Whew, this election drama is disrupting my usual sleep schedule. Not an expert on actuarial data pertaining to Supreme Court justices, but the apparent Biden win, together with the recent debacle relating to RBG's death, and the string of Republican victories last night in the most contested senate races, suggest to me that 82-year-old Justice Stephen Breyer should announce his retirement in the early evening hours of Inauguration Day. And the Biden team should start looking now for his replacement, some Ivy League legal beagle who doesn't belong to the Federalist Society but does have a healthy lifestyle and the underlying biology of a teenager.

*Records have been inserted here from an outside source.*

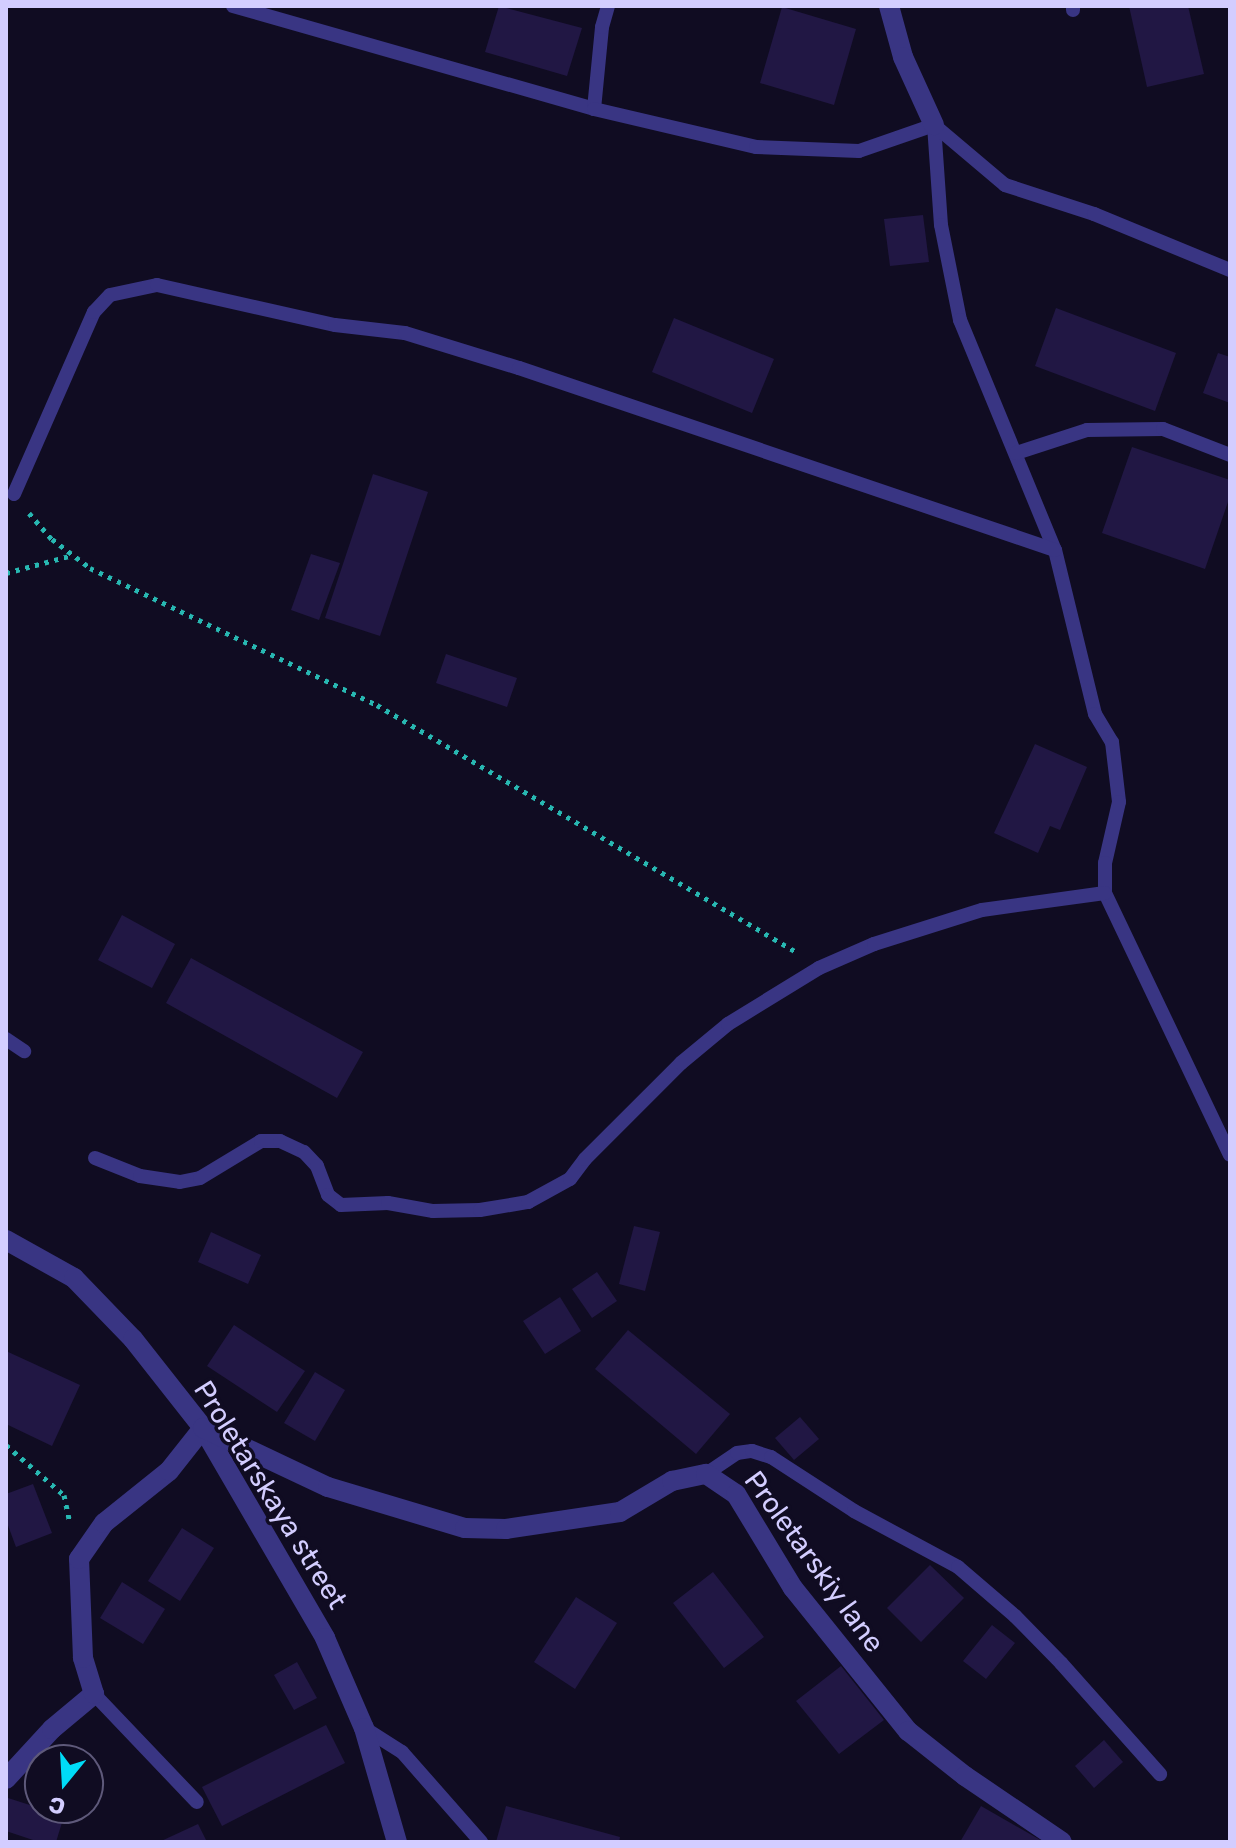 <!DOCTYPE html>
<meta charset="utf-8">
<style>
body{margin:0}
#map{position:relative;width:1236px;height:1848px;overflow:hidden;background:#100c22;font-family:Rubik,sans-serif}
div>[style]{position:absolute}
.building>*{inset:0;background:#211744}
.path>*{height:5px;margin-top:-2.5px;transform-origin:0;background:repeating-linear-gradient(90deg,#28b8b2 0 4px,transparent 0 10px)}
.service>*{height:14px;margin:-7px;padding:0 7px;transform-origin:7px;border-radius:7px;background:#393583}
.minor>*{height:20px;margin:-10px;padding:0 10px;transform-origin:10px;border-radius:10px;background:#393583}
span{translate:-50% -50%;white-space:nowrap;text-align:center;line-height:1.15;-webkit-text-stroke:7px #100c22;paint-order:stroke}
.street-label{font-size:28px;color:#d3cdff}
.frame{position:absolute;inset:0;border:8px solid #d3cdff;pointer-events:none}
.north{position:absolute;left:24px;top:1744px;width:80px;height:80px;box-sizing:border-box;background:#100c22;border:2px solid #5e597a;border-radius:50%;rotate:198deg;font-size:22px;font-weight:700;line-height:32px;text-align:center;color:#d3cdff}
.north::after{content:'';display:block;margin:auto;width:28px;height:36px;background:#00dcf8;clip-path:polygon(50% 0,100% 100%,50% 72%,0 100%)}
</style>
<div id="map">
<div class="building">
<i style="clip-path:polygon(499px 6px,582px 28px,567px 76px,485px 52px)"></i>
<i style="clip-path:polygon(1129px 6px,1188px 6px,1204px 74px,1147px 87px)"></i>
<i style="clip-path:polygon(782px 7px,856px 29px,834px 105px,760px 83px)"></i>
<i style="clip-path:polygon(923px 215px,929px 262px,890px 266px,884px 219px)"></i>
<i style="clip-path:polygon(1056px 308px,1176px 353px,1155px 411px,1035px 366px)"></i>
<i style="clip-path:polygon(674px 318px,774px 359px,752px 413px,652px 372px)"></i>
<i style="clip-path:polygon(1218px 353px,1230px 357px,1230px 403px,1203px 393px)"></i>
<i style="clip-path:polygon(1132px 447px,1230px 480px,1230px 496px,1205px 569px,1102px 533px)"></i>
<i style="clip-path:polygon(373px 474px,428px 492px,380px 636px,325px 618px)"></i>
<i style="clip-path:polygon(311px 554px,340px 563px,319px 620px,291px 610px)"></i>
<i style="clip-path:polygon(446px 654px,517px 678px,507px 707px,436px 683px)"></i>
<i style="clip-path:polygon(1035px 744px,1087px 767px,1060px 830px,1050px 826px,1038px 853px,994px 833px)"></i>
<i style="clip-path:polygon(122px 915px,175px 944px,152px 988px,98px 960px)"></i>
<i style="clip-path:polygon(191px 958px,363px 1052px,337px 1098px,166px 1003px)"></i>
<i style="clip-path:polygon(634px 1226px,660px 1232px,645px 1291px,619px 1284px)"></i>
<i style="clip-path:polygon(211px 1232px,261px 1255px,248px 1284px,198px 1262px)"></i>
<i style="clip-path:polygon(597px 1272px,617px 1301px,592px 1318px,572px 1289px)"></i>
<i style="clip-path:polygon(560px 1297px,581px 1331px,545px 1354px,523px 1321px)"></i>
<i style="clip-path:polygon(234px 1325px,305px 1371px,277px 1412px,207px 1366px)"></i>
<i style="clip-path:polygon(628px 1330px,730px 1414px,696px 1454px,595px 1369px)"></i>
<i style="clip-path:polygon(6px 1351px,80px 1385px,52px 1446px,6px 1424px)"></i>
<i style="clip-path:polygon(315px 1372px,345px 1390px,315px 1441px,284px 1423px)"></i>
<i style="clip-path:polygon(800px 1417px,819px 1439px,794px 1460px,775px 1438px)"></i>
<i style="clip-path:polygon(33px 1484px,52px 1533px,16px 1547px,6px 1520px,6px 1494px)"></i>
<i style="clip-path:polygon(182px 1528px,214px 1548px,180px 1601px,148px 1581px)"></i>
<i style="clip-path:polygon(930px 1565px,964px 1598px,921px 1642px,887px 1608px)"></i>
<i style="clip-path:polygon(713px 1572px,764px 1637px,724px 1668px,673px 1603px)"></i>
<i style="clip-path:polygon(122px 1582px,165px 1609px,143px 1644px,100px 1618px)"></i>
<i style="clip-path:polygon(576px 1597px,617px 1623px,575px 1689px,534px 1662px)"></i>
<i style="clip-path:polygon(992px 1625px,1015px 1643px,986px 1679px,963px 1661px)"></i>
<i style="clip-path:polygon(297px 1662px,317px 1698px,294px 1710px,274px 1675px)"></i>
<i style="clip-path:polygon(841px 1666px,884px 1720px,839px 1754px,796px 1701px)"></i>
<i style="clip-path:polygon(326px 1725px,345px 1763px,222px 1826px,202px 1787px)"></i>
<i style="clip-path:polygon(1104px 1740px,1123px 1762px,1094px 1788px,1075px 1766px)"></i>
<i style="clip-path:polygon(8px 1798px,64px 1816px,56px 1842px,39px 1842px,6px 1831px)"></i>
<i style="clip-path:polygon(506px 1806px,620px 1837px,619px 1842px,496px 1842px)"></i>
<i style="clip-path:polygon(981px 1806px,1044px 1842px,960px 1842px)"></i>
<i style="clip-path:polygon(198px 1824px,207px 1842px,159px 1842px)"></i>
</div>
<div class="path">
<i style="left:29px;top:513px;width:35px;rotate:49deg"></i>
<i style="left:52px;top:539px;width:48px;rotate:37.3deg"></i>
<i style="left:90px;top:568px;width:318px;rotate:25.5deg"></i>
<i style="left:377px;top:705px;width:489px;rotate:30.5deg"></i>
<i style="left:6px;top:573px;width:65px;rotate:-15.1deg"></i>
<i style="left:6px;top:1445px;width:77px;rotate:40.8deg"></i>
<i style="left:64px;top:1495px;width:29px;rotate:78deg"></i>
</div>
<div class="service">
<i style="left:233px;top:6px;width:375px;rotate:15.9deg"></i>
<i style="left:594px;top:109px;width:82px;rotate:-84.4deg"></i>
<i style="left:602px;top:27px;width:22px;rotate:-74deg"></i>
<i style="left:1073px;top:6px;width:4px;rotate:90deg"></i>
<i style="left:594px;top:109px;width:166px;rotate:13.2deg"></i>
<i style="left:756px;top:147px;width:103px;rotate:2.2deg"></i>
<i style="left:859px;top:151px;width:79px;rotate:-19.1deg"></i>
<i style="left:934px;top:125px;width:100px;rotate:86deg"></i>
<i style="left:941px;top:225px;width:97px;rotate:78.7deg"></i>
<i style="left:960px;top:320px;width:249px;rotate:67.6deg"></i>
<i style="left:1055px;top:550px;width:169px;rotate:76.3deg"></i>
<i style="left:1095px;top:714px;width:33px;rotate:59deg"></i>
<i style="left:1112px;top:742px;width:60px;rotate:83.3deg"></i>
<i style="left:1119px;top:802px;width:63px;rotate:102.9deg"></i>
<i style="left:1105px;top:863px;width:30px;rotate:90deg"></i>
<i style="left:1105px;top:893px;width:290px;rotate:64.5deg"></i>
<i style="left:934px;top:125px;width:93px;rotate:40.2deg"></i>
<i style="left:1005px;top:185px;width:94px;rotate:18deg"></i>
<i style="left:1094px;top:214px;width:147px;rotate:22.4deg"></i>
<i style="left:1016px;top:453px;width:75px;rotate:-17.9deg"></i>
<i style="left:1087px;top:430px;width:76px;rotate:-0.8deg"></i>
<i style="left:1163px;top:429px;width:72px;rotate:21.2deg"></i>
<i style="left:14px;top:494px;width:199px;rotate:-66.3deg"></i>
<i style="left:94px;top:312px;width:23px;rotate:-47deg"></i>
<i style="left:110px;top:295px;width:48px;rotate:-12deg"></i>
<i style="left:157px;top:285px;width:182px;rotate:12.7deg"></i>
<i style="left:335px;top:325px;width:70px;rotate:6.5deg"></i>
<i style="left:405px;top:333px;width:119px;rotate:17.1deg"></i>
<i style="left:519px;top:368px;width:566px;rotate:18.76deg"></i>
<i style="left:6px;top:1039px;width:22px;rotate:34deg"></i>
<i style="left:95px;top:1158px;width:48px;rotate:21.8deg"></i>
<i style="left:140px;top:1176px;width:40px;rotate:8.5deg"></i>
<i style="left:180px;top:1182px;width:20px;rotate:-11deg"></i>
<i style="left:200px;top:1178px;width:71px;rotate:-31.2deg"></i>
<i style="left:261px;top:1141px;width:19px"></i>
<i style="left:280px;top:1141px;width:26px;rotate:25deg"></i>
<i style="left:304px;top:1152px;width:19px;rotate:47deg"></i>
<i style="left:317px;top:1166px;width:31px;rotate:69deg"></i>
<i style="left:328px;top:1195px;width:16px;rotate:38deg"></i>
<i style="left:341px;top:1205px;width:47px;rotate:-2.4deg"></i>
<i style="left:388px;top:1203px;width:46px;rotate:10.1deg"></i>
<i style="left:433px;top:1211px;width:47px;rotate:-1.2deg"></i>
<i style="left:480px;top:1210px;width:49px;rotate:-9.5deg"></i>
<i style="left:528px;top:1202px;width:48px;rotate:-28.7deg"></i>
<i style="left:570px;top:1179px;width:25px;rotate:-53deg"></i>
<i style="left:585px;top:1159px;width:136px;rotate:-45deg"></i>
<i style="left:681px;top:1063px;width:61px;rotate:-39.7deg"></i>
<i style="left:728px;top:1024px;width:107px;rotate:-31.6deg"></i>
<i style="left:819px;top:968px;width:60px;rotate:-23.6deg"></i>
<i style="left:874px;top:944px;width:113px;rotate:-17.5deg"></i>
<i style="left:982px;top:910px;width:124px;rotate:-7.9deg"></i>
<i style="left:706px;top:1474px;width:37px;rotate:-34deg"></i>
<i style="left:737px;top:1453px;width:15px;rotate:-8deg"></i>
<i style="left:752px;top:1451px;width:20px;rotate:18deg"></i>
<i style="left:771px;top:1457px;width:99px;rotate:33deg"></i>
<i style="left:854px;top:1511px;width:118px;rotate:28.3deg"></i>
<i style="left:958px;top:1567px;width:75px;rotate:40.7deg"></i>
<i style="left:1015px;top:1616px;width:66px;rotate:45.6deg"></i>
<i style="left:1061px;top:1663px;width:149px;rotate:48.3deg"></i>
<i style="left:94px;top:1694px;width:149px;rotate:46.4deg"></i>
<i style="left:364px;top:1728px;width:45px;rotate:32.3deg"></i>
<i style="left:402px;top:1752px;width:120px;rotate:48.7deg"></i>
</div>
<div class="minor">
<i style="left:889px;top:6px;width:53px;rotate:74.6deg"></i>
<i style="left:903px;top:57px;width:75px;rotate:65.5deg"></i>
<i style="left:6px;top:1240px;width:78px;rotate:29.2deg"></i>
<i style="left:74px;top:1278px;width:85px;rotate:46deg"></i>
<i style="left:133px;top:1339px;width:113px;rotate:51.8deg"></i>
<i style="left:203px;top:1428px;width:243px;rotate:59.8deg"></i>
<i style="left:325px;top:1638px;width:98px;rotate:66.6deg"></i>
<i style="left:364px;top:1728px;width:119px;rotate:73.9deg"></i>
<i style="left:6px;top:1779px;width:68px;rotate:-47.4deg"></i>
<i style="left:52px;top:1729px;width:55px;rotate:-39.8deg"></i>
<i style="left:94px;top:1694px;width:38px;rotate:-107deg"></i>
<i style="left:83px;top:1658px;width:99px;rotate:-92.3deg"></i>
<i style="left:79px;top:1559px;width:44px;rotate:-55.2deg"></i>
<i style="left:104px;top:1523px;width:83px;rotate:-38.7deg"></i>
<i style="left:169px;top:1471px;width:55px;rotate:-51.7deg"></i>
<i style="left:203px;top:1428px;width:138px;rotate:25.3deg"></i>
<i style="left:328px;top:1487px;width:143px;rotate:16.7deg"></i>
<i style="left:465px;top:1528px;width:41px;rotate:1.4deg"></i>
<i style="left:506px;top:1529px;width:115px;rotate:-8.5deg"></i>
<i style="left:620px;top:1512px;width:61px;rotate:-30.8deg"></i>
<i style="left:672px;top:1481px;width:35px;rotate:-12deg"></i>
<i style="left:706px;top:1474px;width:36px;rotate:34deg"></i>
<i style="left:736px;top:1494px;width:110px;rotate:58.8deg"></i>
<i style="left:793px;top:1588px;width:184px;rotate:51.2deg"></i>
<i style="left:908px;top:1731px;width:73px;rotate:38.3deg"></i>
<i style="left:965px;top:1776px;width:117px;rotate:34.2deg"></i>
</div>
<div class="street-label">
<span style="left:270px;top:1495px;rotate:58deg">Proletarskaya street</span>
<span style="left:814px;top:1562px;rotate:54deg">Proletarskiy lane</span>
</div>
<div class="frame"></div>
<div class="north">С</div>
</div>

I shouldn't laugh, because it's repulsive, but Trump is such a child. His two-thirty-in-the-morning statement last night: what a joke. Boils down to, I'm going to catch up in Arizona and Nevada when all the votes are counted; meanwhile "they" are trying to steal the election in Wisconsin, Michigan, Pennsylvania, and Georgia—by counting all the votes. It's even better than that when he says it since I'm not up to the challenge of reproducing the clownish aspects of his delivery. It's like nothing anyone has ever seen before. In a tweet, he may have inadvertently hinted at the identity of "they" by referring to "Poles," unless he meant "polls."
It just occurred to me, father of daughters, that when Biden delivers his first State of the Union Address the two people sitting behind him—the Speaker of the House and the Vice President—will both be women. It'll be good not seeing Pence back there smiling down on Trump like he was a broad-shouldered John the Baptist or something.
One thing that's puzzled me, here in the Upper Midwest, is the facts of life relating to other parts of the U.S. For example, why is New Hampshire nothing like Vermont, politically? Are they not, as the election gurus are fond of saying, "geographically, culturally, and demographically similar"? Yet Vermont is one of the bluest states and New Hampshire, I hate the word, a "battleground."
But maybe I should look closer to home for my puzzles. When Scott Walker was governing, so to speak, Wisconsin, we had in Minnesota a Democratic governor. Then in 2016 Wisconsin got into bed with Trump while we only flirted with him. Then last night we walked away from him while Wisconsin almost fell into his bed again. Aren't Minnesotans and Wisconsinites "geographically, culturally, and demographically similar"? Do Leinenkugels kill more brain cells?
Scanning election returns, it appears that the difference is that Twin Citians diverge from the residents of greater Milwaukee. The so-called WOW counties—for Waukesha, Ozaukee, and Washington—surrounding Milwaukee went for Trump by roughly 2-to-1 in 2016, and last night they barely budged. The Twin Cities suburbs, on the other hand, are behaving more sensibly. Two of our suburban counties, Washington and Dakota, voted narrowly for Hillary Clinton and then for Biden by double-digits last night. In the others, Trump's margins were reduced considerably: in Anoka County from ten points to two, in Scott County from fifteen points to six, and in Carver County from thirteen points to five. Trump's deficit statewide grew from around 40,000 to more than 230,000.
It's going to be obvious that I don't know how to account for this, but I think I've noticed, when traveling into the interior of Wisconsin, that somewhere around Tomah the people start to look different—bigger, especially in the head and hands, with a lot of flesh under the chin and frequently broken blood vessels visible in the cheeks and nose. In my mind, the way the people look is associated with the billboards along the interstate, which advertise the availability, at the next exit, of LIQUOR! CIGARETTES! FIREWORKS! CHEESE! For some reason, it does seem sort of Trumpy, even if Trump himself does not partake in any of the pleasures. I like how, cruising along again, the cheese curds squeak against your teeth as you wonder about the oversized native you just observed smoking a heater while pumping gas.